『その自慰が終わったなら』
「そのグループが好きならメンバーのソロ作品も抑えなさい」
というのは孟子の言葉だったか。やはり昔の人の書き残した教えは今を生きる我々とって大きな助けになる。
ということで先日紹介したBURGER NUDSのフロントマンである“門田匡陽”のソロプロジェクトこと”Poet-type.M”を取り上げる。
バーガーを抑えてる人はロックファンにはそこそこ多いが、こっちも追ってるよ!って人はなかなか見つからない。万人ウケする作風でもないが、もっと広まってほしいのでここでおすすめしておく。
今日紹介するのは『その自慰が終わったなら(Modern Ghost)』だ。
うん、言いたいことはわかる。タイトルのクセがすごいよね。とりあえず概要を🙄
この曲は架空の「夜しかない街」の物語をテーマにした4連作のミニアルバム『A Place, Dark & Dark』シリーズの2枚目こと『ダイヤモンドは傷つかない』という作品のリードトラックだ。通称『夏盤』。
ごちゃごちゃ説明しても意味不明だと思うので、恐れ多くも簡単に言ってしまうと夜しかない街の春夏秋冬をテーマにした4連作のうちの2枚目、乱暴にいえば”夏の夜をテーマにしたアルバム”だと思っていただければいい。
春夏秋冬の4枚のアルバムの中で私はこれが1番好きだから1発目にこれを選んだのだ。海も花火も出てこないが、確かに夏の夜を感じる。

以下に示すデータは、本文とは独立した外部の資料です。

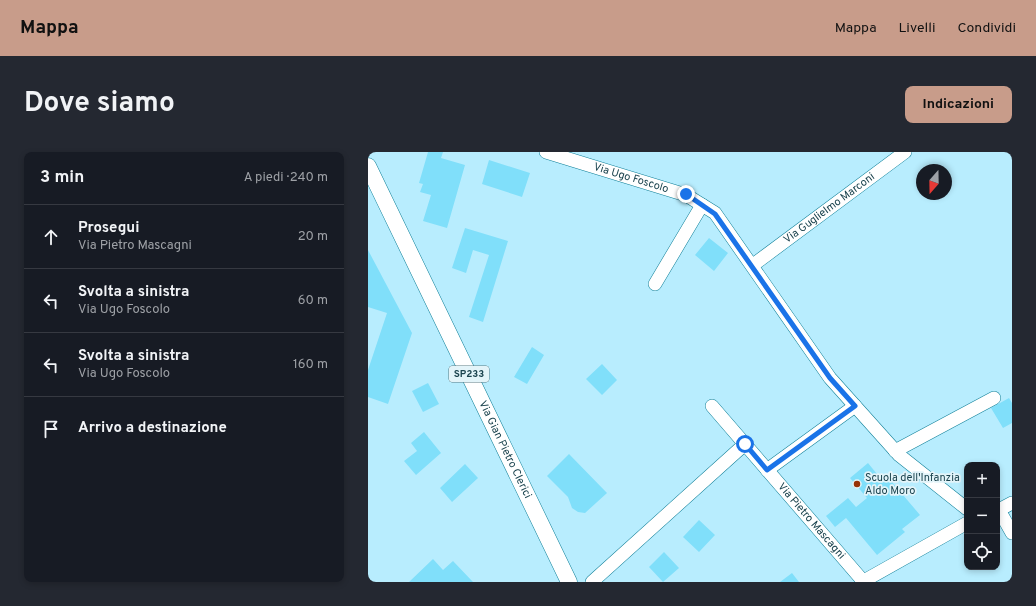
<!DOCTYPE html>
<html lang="it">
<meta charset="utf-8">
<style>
:root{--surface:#171b24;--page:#242831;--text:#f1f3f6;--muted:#9ea1a6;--line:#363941;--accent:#c89c8a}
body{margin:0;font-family:Overpass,sans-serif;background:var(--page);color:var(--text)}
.controls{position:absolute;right:12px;bottom:12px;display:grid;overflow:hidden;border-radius:8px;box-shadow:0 2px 6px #0003}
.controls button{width:36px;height:36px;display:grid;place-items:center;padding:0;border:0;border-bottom:1px solid var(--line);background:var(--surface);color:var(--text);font:20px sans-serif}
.compass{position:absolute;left:548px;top:12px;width:36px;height:36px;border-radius:50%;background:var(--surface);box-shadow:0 2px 6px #0003;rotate:200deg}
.stop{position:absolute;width:12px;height:12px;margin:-9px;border:3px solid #1a73e8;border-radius:50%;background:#fff}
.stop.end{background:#1a73e8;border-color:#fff;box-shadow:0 1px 4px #0008}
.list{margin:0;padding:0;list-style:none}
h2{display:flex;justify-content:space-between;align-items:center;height:52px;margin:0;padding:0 16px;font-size:17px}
h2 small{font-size:13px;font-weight:400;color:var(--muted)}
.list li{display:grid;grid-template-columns:26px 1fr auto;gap:12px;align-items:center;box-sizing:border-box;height:64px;padding:0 16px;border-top:1px solid var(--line)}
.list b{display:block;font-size:15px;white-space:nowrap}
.list p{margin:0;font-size:13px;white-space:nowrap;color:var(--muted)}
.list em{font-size:13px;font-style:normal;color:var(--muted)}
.icon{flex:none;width:22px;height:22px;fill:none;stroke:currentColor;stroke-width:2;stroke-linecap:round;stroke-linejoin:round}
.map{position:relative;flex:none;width:644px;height:430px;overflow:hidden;border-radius:8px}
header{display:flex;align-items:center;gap:24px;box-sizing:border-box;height:56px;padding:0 20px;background:var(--accent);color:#111}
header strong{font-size:19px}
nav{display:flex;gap:22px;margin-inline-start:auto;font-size:14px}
.intro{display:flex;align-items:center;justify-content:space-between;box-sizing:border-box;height:96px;padding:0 24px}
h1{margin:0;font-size:28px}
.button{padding:10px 18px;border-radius:8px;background:var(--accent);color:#111;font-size:14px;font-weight:700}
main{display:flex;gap:24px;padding:0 24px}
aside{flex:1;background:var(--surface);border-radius:8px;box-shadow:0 2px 6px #0003}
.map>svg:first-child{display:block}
.building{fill:#80dffa}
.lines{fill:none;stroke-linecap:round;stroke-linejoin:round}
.minor-casing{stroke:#108099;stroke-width:14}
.major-casing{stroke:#108099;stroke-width:17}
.minor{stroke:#fff;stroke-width:13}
.major{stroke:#fff;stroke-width:16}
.route{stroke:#1a73e8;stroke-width:5}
.poi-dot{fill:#973207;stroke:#e3f4f9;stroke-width:1.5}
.labels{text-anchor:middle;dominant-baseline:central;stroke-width:3.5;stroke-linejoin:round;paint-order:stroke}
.shield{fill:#e3f4f9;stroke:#577881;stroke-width:1}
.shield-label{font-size:10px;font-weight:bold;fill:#1b434e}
.street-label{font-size:11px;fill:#1b434e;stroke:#e3f4f9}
.poi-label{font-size:11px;fill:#1b434e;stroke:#e3f4f9;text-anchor:start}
</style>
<header>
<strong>Mappa</strong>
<nav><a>Mappa</a><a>Livelli</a><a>Condividi</a></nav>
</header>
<div class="intro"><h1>Dove siamo</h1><a class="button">Indicazioni</a></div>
<main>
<aside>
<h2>3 min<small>A piedi · 240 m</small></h2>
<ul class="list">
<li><svg class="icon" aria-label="ahead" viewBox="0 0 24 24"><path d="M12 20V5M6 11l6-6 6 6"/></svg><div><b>Prosegui</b><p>Via Pietro Mascagni</p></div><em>20 m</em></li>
<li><svg class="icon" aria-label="left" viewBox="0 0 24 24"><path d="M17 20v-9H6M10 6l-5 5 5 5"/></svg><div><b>Svolta a sinistra</b><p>Via Ugo Foscolo</p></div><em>60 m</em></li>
<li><svg class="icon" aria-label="left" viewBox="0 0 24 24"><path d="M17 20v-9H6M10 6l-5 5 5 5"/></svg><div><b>Svolta a sinistra</b><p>Via Ugo Foscolo</p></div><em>160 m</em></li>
<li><svg class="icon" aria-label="arrive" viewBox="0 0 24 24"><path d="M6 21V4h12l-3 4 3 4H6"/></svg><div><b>Arrivo a destinazione</b></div></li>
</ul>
</aside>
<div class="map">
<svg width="644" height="430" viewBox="0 0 644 430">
<rect width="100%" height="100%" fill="#b8edfe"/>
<!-- building -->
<path class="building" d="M 60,0 L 75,0 L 73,6 L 97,13 L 79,76 L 55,69 L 63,43 L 52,40 L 55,32 L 51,31 Z
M 121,8 L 162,21 L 154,45 L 114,32 Z
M 97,76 L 140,89 L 115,170 L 101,165 L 121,103 L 105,98 L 98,121 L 84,116 Z
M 341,86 L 360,101 L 346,119 L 327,103 Z
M 0,98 L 44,181 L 20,252 L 0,245 L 0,218 L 19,161 L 0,155 Z
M 164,195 L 176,203 L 159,232 L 146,225 Z
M 234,212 L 249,228 L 234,243 L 218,227 Z
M 60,231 L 71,252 L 55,260 L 44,239 Z
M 641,246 L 644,251 L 644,271 L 635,276 L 623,256 Z
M 56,280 L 73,301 L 48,323 L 36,309 L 49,299 L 43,291 Z
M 201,302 L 239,341 L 217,361 L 210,360 L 204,356 L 200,345 L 179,324 Z
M 500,311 L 513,327 L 518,323 L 552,363 L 534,377 L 537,380 L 509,403 L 478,366 L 467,375 L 458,364 L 480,346 L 488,355 L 499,346 L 482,326 Z
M 97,312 L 110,326 L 84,350 L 72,336 Z
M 331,368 L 347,383 L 331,400 L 315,385 Z
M 296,400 L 311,416 L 295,430 L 281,415 Z
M 65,407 L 75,418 L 85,409 L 105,430 L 41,430 Z
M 424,421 L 431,430 L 412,430 Z"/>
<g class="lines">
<!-- minor casing -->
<g class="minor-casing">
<g id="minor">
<path id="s1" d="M 178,0 L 318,43 L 347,61 L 462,226 L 531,303 L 599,357"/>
<path id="s2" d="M 385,113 L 537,0"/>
<path d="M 287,132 L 334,53"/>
<path id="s3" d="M 344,254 L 495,429"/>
<path d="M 527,299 L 626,246"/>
<path d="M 399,318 L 487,254"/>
<path d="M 631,358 L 644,381"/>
<path d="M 629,359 L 644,351"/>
<path d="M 224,430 L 377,292"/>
<path d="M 494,430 L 599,371"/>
</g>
</g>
<!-- major casing -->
<g class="major-casing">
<g id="major">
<path id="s4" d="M 0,14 L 201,430"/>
</g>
</g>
<!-- minor -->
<use href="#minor" class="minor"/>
<!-- major -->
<use href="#major" class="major"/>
</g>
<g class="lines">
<!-- route -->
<path class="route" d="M 318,42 L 347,62 L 462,226 L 487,254 L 399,318 L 377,292"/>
</g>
<!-- markers -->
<circle class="poi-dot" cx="489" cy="332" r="4"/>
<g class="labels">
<!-- shield labels -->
<rect class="shield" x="81" y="214" width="40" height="16" rx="3"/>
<g class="shield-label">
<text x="101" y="222">SP233</text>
</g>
<!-- street labels -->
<g class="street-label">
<text stroke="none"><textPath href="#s1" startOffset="89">Via Ugo Foscolo</textPath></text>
<text stroke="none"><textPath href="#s2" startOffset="95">Via Guglielmo Marconi</textPath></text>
<text stroke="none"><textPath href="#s4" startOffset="315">Via Gian Pietro Clerici</textPath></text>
<text stroke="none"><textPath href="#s3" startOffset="152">Via Pietro Mascagni</textPath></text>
</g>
<!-- poi labels -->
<g class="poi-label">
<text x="497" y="326">Scuola dell'Infanzia<tspan x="497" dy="13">Aldo Moro</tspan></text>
</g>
</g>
</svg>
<div class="controls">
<button>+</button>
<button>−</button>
<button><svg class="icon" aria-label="locate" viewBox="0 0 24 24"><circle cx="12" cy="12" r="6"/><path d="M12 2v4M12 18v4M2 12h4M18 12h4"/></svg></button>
</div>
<svg class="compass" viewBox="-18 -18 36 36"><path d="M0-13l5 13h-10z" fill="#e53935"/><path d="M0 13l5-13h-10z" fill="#9ea1a6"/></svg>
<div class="stop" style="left:377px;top:292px"></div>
<div class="stop end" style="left:318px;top:42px"></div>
</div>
</main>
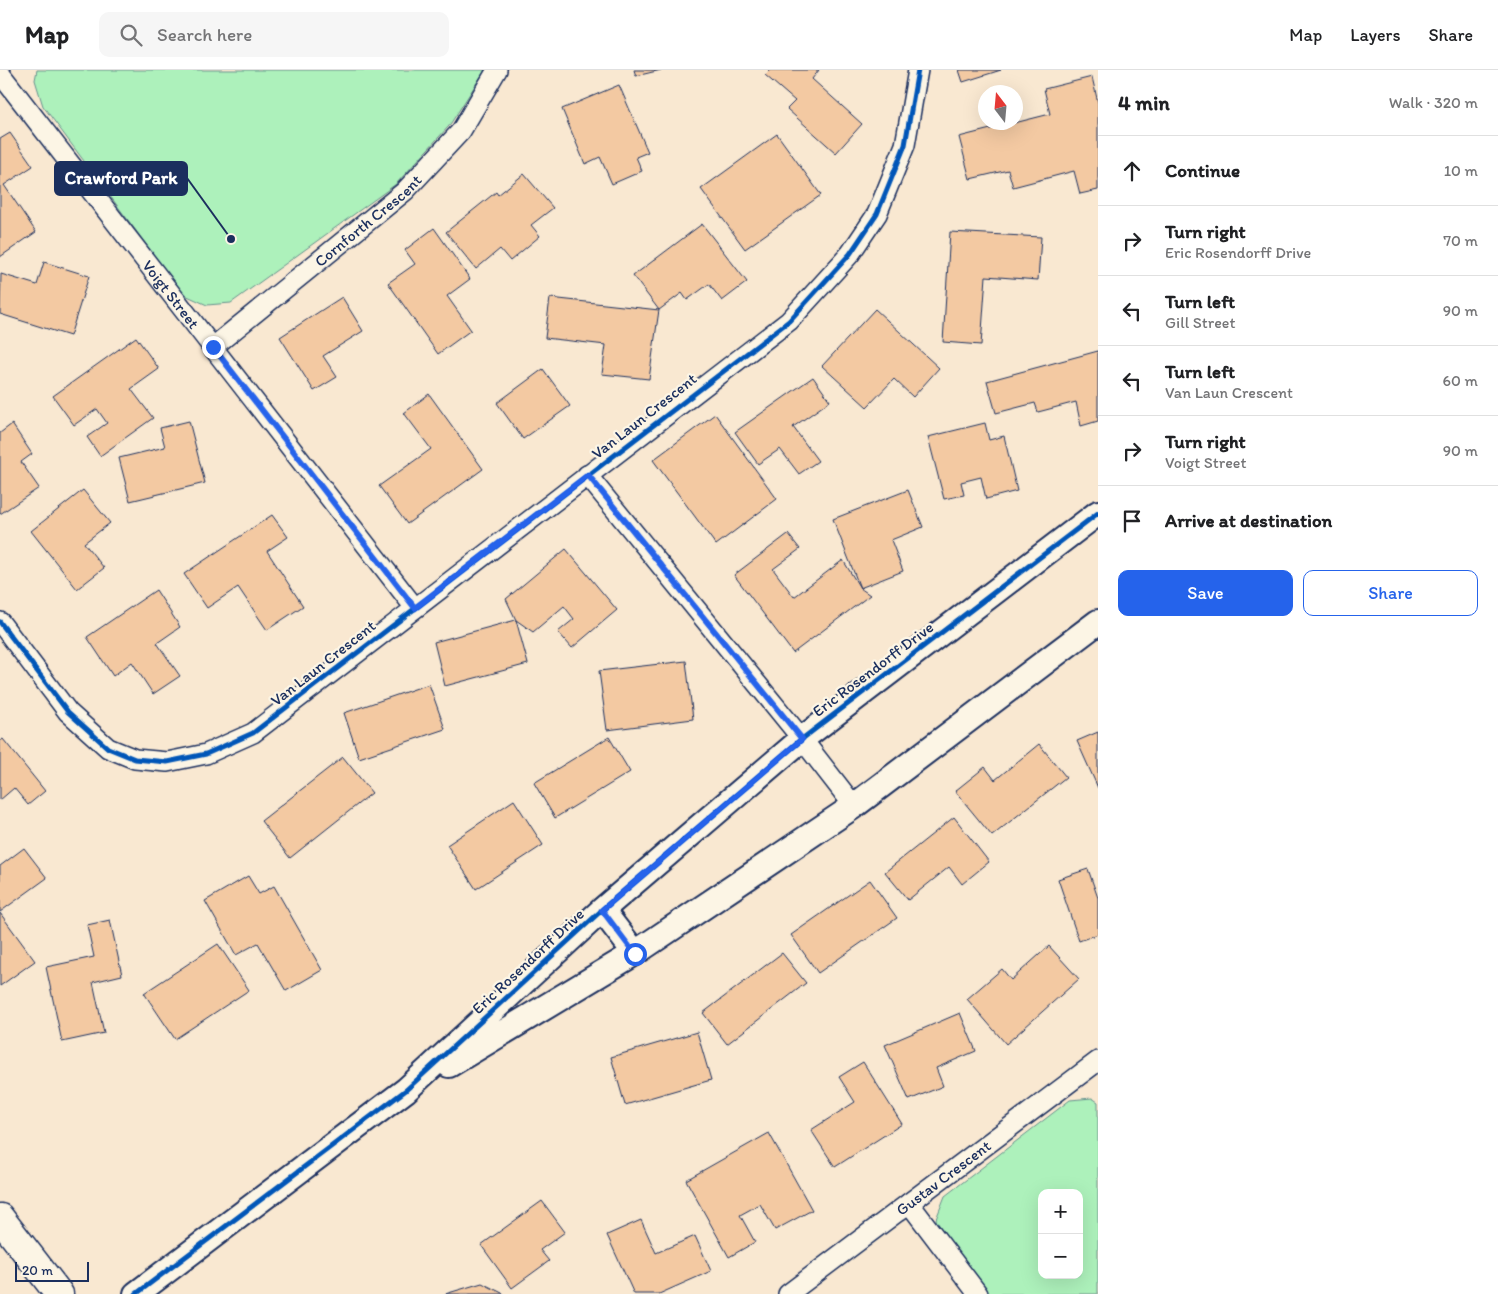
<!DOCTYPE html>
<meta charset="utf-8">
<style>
:root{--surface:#fff;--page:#f6f6f6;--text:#202124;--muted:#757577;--line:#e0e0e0;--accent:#2563eb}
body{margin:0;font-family:Itim,sans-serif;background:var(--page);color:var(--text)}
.controls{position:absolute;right:15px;bottom:15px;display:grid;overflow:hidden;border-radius:10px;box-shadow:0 5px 20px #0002}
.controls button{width:45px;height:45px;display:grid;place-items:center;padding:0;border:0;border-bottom:1px solid var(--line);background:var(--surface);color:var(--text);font:25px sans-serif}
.compass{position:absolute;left:978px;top:15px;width:45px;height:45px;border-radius:50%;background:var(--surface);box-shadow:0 5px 20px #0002;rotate:344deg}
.scale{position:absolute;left:15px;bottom:12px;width:74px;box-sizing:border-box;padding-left:5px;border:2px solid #1b2f5e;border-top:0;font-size:14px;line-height:18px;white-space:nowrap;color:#1b2f5e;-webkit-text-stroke:4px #fcf5e5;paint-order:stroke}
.stop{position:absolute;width:15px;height:15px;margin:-11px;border:4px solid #2563eb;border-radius:50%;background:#fff}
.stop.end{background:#2563eb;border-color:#fff;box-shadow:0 1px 5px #0008}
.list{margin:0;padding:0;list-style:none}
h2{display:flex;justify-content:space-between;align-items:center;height:65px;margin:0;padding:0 20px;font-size:21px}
h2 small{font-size:16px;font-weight:400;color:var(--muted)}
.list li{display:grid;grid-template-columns:32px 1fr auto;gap:15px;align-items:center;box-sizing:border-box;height:70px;padding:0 20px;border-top:1px solid var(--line)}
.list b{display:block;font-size:19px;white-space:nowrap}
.list p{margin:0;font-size:16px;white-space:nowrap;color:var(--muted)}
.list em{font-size:16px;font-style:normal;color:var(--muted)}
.actions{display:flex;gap:10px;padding:15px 20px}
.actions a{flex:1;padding:11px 0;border:1px solid var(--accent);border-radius:10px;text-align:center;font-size:18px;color:var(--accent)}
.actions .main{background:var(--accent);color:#fff}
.icon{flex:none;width:28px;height:28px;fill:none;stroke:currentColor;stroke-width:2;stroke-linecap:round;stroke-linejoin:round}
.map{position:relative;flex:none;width:1098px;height:1224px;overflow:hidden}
header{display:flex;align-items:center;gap:30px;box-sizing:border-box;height:70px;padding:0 25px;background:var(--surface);border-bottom:1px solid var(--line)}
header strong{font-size:24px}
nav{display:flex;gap:28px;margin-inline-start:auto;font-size:18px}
.search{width:350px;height:45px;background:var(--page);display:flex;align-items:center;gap:12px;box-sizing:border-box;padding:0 18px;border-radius:10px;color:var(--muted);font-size:19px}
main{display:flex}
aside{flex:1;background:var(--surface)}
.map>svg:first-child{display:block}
.green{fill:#adf1bb;stroke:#64908c;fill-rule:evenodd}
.building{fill:#f3c9a2;stroke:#1b2f5e}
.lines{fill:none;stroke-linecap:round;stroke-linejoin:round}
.minor-casing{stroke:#1b2f5e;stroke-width:22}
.tertiary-casing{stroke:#1b2f5e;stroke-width:28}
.motorway-casing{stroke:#1b2f5e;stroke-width:31}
.minor{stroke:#fcf5e5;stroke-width:19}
.tertiary{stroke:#fcf5e5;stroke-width:24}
.motorway{stroke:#fcf5e5;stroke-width:28}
.cycleway-casing{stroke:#fcf5e5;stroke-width:8}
.cycleway{stroke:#0057b8;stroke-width:5}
.route{stroke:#2563eb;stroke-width:6}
.labels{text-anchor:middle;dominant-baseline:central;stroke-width:4.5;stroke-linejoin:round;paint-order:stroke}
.street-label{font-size:16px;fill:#1b2f5e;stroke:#fcf5e5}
.leader{fill:none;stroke:#1b2f5e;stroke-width:2}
.callout-dot{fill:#1b2f5e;stroke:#fcf5e5;stroke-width:2}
.callout{fill:#1b2f5e;stroke:#1b2f5e;stroke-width:2}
.callout-label{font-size:18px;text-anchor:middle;font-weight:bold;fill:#fff}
</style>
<header>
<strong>Map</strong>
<div class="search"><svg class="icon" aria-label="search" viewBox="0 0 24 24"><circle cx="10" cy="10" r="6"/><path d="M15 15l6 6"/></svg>Search here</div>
<nav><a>Map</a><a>Layers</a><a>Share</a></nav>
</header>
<main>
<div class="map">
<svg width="1098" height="1224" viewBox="0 0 1098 1224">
<rect width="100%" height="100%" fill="#f9e8d1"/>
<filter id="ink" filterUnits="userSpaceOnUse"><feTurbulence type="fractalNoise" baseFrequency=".02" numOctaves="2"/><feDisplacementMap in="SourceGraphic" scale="10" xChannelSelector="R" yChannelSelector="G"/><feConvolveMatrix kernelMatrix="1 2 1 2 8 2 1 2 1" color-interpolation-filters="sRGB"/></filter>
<g filter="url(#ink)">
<!-- green -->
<path class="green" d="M37,0H485L449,56L396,114L231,233L207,235L183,224L43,36L35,10Z
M1092,1028L1098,1032V1224H982L944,1175L936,1149L945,1126L1070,1030ZM1042,1123H1079V1205H1042Z"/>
<!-- building -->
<path class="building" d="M634,0H661L636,6Z
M770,0H819L812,9L862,54L836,83L787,39L795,31L765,5Z
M959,0H1001L963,12Z
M1092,7L1098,33V120L1080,124L1074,101L1013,117L1008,100L970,109L959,67L1050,44L1044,19Z
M619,15L648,82L636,87L642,101L612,114L600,87L585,94L562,39Z
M10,63L33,96L4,115L36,162L0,187V69Z
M777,64L821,125L745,179L701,119Z
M524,104L553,138L531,155L540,166L510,191L500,179L476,199L446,162L496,122L498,125Z
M702,154L747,212L722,231L709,214L687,230L682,223L659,240L633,206Z
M434,158L470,209L447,226L471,260L438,284L388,213L415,194L405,180Z
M950,162L1041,167L1038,210L986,206L981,275L943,272Z
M44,192L89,206L70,266L0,244L1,204L37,215Z
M342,227L363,261L323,286L337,307L314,321L280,267Z
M550,228L659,240L649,309L602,304L606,275L545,268Z
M875,239L939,298L913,327L894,309L867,337L822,296Z
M136,267L159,299L131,319L153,348L100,386L87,367L107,353L97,339L74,355L53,326Z
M1098,281V351L1081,356L1076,332L1038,342L1035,333L996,343L987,311Z
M543,299L570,336L523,369L497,333Z
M813,307L830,331L793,357L818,391L799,404L780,379L758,394L735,362Z
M429,324L483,399L407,454L379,416L431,379L404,343Z
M715,344L777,429L716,475L653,390Z
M189,351L205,413L130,431L119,388L165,377L160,358Z
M985,353L989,370L1004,366L1017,421L986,429L981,407L961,412L964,425L944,429L928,367Z
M12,354L32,384L21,392L39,418L0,444V363Z
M83,420L110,453L84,473L104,498L77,519L31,461Z
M908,420L923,457L891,470L903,501L860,518L833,449Z
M272,445L288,467L267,481L303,536L267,560L238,517L207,538L184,504Z
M788,464L800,479L773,499L794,527L843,490L860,518L870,525L793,583L734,505Z
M566,479L617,540L572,578L558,562L574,549L564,536L533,562L516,550L506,529Z
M156,520L180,557L157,573L180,606L153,624L132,592L113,606L87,567Z
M516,550L528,594L445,616L434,572Z
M686,591L693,649L607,660L599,601Z
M429,614L445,659L359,688L344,643Z
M1098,662V718L1077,671Z
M609,667L630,702L555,748L534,713Z
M3,669L45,721L28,735L14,718L0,730V671Z
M1039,674L1066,707L992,766L955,721L985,697L995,710Z
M343,687L372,723L290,788L261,751Z
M514,730L543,775L476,819L447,775Z
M954,747L989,792L962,814L949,797L908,830L885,802Z
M24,778L47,808L0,842V796Z
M1088,799L1098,828V864L1079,871L1058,809Z
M248,806L259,824L274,816L322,900L286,921L258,873L236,885L205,831Z
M870,810L897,848L818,903L791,865Z
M0,843L35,891L0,916Z
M110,850L122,905L93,912L104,963L62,972L46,897L94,887L87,855Z
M218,874L249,920L175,969L144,923Z
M1049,876L1079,909L1006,974L967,929L1002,899L1011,910Z
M782,883L806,913L727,974L703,943Z
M960,943L976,981L936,998L943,1016L909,1030L885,975Z
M697,962L711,1010L625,1035L611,987Z
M863,992L902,1054L835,1097L811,1060L855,1032L839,1007Z
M769,1063L812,1140L775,1160L760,1134L740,1145L755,1172L729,1187L686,1110Z
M542,1131L565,1162L540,1180L549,1191L512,1218L481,1175Z
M641,1150L656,1183L695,1166L711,1201L659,1224H634L607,1165Z
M482,1213L504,1224H445Z"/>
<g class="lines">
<!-- minor casing -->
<g class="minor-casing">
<g id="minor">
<path id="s1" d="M2,6L415,538"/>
<path id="s2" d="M213,277L405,121L461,61L497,0"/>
<path d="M587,405L802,669L854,736"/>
<path d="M0,552L68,642L108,678L135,689L167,692L206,684L253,663L789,251L850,184L877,144L905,75L918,0"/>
<path d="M909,1133L978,1224"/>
<path id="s3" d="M788,1224L1098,991"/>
</g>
</g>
<!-- tertiary casing -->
<g class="tertiary-casing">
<path id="tertiary" d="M602,840L635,883
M449,995L635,883L854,736L1098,552
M136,1224L406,1020L602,840L802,669L1098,443"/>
</g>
<!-- motorway casing -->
<g class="motorway-casing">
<path id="motorway" d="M0,1148L59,1224"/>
</g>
<!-- minor -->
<use href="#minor" class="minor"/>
<!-- tertiary -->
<use href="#tertiary" class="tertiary"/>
<!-- motorway -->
<use href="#motorway" class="motorway"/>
<!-- cycleway casing -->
<g class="cycleway-casing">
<path id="cycleway" d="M0,552L68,642L108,678L135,689L167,692L206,684L253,663L789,251L850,184L877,144L905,75L918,0
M136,1224L406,1020L602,840L802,669L1098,443"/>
</g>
<!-- cycleway -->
<use href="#cycleway" class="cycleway"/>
</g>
</g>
<g class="lines" filter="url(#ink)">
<!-- route -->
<path class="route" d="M213,277L415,538L588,405L802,669L602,840L635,884"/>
</g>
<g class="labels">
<!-- street labels -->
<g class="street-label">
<text stroke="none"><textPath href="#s2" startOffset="200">Cornforth Crescent</textPath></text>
<text stroke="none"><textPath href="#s1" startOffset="276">Voigt Street</textPath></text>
<text transform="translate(644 346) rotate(-38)">Van Laun Crescent</text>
<text transform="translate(323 593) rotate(-38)">Van Laun Crescent</text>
<text transform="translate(873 599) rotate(-37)">Eric Rosendorff Drive</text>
<text transform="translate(528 891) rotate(-43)">Eric Rosendorff Drive</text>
<text stroke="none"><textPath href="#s3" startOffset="194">Gustav Crescent</textPath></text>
</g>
</g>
<!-- callouts -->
<path class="leader" d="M231 169L187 108"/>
<circle class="callout-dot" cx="231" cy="169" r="5"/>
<rect class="callout" x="55" y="92" width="132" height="33" rx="5"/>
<g class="callout-label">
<text x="121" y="114">Crawford Park</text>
</g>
</svg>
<div class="controls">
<button>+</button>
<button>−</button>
</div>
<svg class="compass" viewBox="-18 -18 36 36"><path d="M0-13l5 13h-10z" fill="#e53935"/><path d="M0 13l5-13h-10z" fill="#757577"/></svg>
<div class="scale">20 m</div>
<div class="stop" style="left:635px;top:884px"></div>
<div class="stop end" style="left:213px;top:277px"></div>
</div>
<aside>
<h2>4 min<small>Walk · 320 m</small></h2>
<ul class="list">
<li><svg class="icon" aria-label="ahead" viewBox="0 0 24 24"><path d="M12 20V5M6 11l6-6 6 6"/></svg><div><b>Continue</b></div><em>10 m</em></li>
<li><svg class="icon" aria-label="right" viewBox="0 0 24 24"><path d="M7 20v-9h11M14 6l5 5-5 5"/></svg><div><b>Turn right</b><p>Eric Rosendorff Drive</p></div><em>70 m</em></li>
<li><svg class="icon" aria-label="left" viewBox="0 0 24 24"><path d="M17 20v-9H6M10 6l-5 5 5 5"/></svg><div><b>Turn left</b><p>Gill Street</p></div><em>90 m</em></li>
<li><svg class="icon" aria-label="left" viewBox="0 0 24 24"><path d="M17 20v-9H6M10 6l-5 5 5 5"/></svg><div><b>Turn left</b><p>Van Laun Crescent</p></div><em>60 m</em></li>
<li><svg class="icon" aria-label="right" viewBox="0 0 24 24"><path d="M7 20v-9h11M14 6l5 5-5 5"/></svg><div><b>Turn right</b><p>Voigt Street</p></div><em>90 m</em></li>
<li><svg class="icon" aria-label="arrive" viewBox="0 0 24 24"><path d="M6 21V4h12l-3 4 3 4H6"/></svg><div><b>Arrive at destination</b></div></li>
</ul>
<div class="actions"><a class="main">Save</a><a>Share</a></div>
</aside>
</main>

そして参加ミュージシャンも豪華だ。プロデューサー兼、共同制作者として”VOLA & THE ORIENTAL MACHINE”のギタリストである”楢原英介”が関わっている。シリーズで彼の関わっている作品はこの夏盤だけなので良い意味で浮いている。キレッキレよ! ひとまずリンクを!!
もう、アレだよね。どこを切っても凄まじい皮肉だよね。
歌詞にある通り、門田氏はSNS社会ではもう当たり前になってしまった、共有を至上とする価値観に対して強く疑問を抱いている。リリース時(2015年)に答えたインタビューでも、かなり強い言葉で否定している。
これはもう7年前のインタビューだから、7年前の世間(&音楽シーン)を見て言った言葉だが、現在も変わっていないと思う。それどころかコ口ナ禍もあってか、より「繋がりたい」「君は一人じゃない」信仰が強くなってきているように感じている。とはいえ私個人としてはその全てを否定するつもりはない。
(※インタビュー引用元)
門田氏も共有すべてにNOを突きつけているわけではないと思う。これは歌詞の最後だが、人々が自慰から脱却して本心で向き合う社会(というと固くなっちゃうけど)が来ることを望んでいるように見える。ここだけは皮肉ではないはず。
サウンド面に関してはもうこう言う他ない。門田&楢原のツインギターを味わおう!としか。特にアウトロの盛り上がりが素晴らしいので、ぜひ最後まで堪能しよう。
そしてアルバムではこのアウトロからシームレスに次曲『窮屈,退屈,卑屈』に繋がる。この切り替わり方は神がかってるのでここまで読んだモノ好きには是非ともアルバムを通して聴いてほしい。CDがなくても主要サブスクにはあるから。